> [TASK BRIEF]: State, as a single number, how many lines in the data below contain "body".

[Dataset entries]
□ □ □ □ □ □ □

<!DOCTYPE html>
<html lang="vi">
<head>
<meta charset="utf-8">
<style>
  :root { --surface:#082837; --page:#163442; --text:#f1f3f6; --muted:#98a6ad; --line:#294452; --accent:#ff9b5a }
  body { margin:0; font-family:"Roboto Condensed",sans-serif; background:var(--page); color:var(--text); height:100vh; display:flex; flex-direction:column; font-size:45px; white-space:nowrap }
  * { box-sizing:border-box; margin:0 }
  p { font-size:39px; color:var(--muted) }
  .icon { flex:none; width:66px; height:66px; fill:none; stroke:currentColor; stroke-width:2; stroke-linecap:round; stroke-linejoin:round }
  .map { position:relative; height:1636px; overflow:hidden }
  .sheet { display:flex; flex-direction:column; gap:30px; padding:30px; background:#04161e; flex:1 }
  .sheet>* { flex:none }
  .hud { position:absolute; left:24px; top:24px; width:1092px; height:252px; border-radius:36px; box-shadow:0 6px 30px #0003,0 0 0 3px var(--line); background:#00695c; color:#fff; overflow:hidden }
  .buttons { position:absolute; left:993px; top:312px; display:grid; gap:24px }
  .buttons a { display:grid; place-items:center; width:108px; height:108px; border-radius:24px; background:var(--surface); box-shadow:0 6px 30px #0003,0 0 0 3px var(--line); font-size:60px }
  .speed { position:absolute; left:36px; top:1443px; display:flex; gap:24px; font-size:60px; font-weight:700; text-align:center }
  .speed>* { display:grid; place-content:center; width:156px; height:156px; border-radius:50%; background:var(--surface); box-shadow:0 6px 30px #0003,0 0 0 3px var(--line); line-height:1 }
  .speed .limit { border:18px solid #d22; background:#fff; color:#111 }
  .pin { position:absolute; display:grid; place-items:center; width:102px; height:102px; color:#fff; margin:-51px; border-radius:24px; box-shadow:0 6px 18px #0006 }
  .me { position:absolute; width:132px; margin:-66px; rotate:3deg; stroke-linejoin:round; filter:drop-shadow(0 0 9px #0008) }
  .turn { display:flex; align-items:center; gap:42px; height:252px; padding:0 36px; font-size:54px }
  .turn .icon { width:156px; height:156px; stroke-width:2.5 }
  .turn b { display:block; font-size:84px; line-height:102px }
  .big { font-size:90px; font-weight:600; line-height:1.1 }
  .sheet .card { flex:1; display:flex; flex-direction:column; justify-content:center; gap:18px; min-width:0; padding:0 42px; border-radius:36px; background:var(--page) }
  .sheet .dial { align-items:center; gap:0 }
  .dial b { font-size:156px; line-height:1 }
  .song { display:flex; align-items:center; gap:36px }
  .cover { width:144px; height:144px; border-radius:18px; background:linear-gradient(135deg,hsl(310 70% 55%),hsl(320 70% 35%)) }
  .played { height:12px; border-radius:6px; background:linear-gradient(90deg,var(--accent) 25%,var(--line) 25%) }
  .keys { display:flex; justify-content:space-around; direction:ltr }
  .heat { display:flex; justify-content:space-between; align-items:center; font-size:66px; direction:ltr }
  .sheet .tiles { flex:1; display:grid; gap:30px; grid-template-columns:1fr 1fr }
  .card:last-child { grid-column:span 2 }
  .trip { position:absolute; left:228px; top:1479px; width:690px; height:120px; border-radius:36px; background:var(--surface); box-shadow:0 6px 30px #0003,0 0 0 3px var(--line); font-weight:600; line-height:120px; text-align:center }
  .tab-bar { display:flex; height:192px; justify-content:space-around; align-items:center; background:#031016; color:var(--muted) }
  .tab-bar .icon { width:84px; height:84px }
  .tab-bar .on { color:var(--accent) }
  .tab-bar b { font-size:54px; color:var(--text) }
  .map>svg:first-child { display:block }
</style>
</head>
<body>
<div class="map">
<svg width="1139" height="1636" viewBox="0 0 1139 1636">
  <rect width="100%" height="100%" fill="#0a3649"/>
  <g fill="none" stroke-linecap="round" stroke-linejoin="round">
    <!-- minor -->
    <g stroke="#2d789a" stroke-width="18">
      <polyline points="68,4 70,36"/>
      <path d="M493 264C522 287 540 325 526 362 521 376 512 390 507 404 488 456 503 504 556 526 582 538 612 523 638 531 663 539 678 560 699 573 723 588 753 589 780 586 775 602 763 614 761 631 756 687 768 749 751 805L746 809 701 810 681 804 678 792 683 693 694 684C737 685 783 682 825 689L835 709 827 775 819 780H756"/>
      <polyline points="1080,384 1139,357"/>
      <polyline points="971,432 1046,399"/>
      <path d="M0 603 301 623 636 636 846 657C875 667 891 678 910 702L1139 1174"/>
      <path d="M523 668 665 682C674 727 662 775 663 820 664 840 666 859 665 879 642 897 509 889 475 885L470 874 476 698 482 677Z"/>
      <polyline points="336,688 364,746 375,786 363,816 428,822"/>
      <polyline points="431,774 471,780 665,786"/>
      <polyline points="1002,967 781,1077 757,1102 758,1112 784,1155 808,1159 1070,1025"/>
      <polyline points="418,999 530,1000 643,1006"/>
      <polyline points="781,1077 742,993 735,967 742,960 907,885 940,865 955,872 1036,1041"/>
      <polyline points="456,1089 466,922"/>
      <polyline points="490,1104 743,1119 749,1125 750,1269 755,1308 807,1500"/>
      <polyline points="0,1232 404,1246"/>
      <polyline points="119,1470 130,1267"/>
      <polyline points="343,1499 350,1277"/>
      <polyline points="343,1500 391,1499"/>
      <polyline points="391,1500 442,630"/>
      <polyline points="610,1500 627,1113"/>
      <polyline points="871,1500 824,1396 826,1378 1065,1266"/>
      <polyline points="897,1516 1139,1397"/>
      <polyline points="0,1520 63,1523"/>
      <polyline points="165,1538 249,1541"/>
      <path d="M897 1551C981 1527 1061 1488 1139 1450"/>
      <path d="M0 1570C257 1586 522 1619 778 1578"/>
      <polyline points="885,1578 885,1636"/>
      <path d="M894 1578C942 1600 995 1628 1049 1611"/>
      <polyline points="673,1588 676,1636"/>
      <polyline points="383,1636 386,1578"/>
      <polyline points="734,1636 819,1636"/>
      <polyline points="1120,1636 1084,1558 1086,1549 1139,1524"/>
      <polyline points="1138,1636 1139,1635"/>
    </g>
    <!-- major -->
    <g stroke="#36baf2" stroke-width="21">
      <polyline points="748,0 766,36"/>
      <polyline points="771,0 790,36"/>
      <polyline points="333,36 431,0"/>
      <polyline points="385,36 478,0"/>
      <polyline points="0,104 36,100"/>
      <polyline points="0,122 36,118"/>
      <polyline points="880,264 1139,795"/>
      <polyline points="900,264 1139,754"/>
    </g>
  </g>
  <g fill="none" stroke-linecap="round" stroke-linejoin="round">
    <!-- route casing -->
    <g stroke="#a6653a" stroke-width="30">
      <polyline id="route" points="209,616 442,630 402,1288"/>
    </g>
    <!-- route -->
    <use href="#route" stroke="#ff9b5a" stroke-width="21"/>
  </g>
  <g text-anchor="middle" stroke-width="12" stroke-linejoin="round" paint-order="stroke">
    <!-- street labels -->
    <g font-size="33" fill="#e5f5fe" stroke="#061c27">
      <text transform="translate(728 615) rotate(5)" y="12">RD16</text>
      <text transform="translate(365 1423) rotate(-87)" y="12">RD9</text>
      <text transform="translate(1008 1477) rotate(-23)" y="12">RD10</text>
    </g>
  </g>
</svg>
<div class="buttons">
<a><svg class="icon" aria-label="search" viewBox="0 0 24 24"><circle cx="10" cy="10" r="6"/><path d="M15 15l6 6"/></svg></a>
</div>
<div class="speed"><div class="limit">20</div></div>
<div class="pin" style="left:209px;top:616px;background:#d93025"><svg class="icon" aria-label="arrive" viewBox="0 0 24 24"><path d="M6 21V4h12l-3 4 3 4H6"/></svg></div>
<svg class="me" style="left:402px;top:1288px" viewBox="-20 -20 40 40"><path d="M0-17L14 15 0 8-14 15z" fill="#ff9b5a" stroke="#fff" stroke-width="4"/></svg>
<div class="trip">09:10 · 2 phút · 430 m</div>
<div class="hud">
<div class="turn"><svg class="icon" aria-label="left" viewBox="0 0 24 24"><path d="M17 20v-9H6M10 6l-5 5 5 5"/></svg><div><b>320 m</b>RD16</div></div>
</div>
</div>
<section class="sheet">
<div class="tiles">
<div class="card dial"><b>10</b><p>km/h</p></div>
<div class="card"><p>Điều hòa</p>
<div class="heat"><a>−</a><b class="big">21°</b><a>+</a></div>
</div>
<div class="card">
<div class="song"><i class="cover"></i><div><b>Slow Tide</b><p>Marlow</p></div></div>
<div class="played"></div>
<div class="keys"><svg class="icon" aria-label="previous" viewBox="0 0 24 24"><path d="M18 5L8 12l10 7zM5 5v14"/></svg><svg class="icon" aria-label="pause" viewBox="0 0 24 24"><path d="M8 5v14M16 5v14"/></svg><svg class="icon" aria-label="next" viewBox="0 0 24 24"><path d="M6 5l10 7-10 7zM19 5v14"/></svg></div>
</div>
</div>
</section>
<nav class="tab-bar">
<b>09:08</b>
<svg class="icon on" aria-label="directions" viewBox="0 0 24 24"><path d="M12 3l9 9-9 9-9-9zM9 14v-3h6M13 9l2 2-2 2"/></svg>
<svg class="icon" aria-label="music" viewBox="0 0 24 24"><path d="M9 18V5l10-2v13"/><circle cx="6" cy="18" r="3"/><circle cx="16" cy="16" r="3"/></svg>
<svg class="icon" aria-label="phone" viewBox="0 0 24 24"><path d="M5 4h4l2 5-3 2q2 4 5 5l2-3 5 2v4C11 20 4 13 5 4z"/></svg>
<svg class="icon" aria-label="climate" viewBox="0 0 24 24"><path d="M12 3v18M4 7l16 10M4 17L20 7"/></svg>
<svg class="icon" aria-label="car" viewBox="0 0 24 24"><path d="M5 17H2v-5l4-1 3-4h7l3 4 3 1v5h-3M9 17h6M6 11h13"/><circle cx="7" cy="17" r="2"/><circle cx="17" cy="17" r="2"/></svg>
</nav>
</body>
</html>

□ □ □ □ □ □ □

> [RESPONSE BELOW]: 3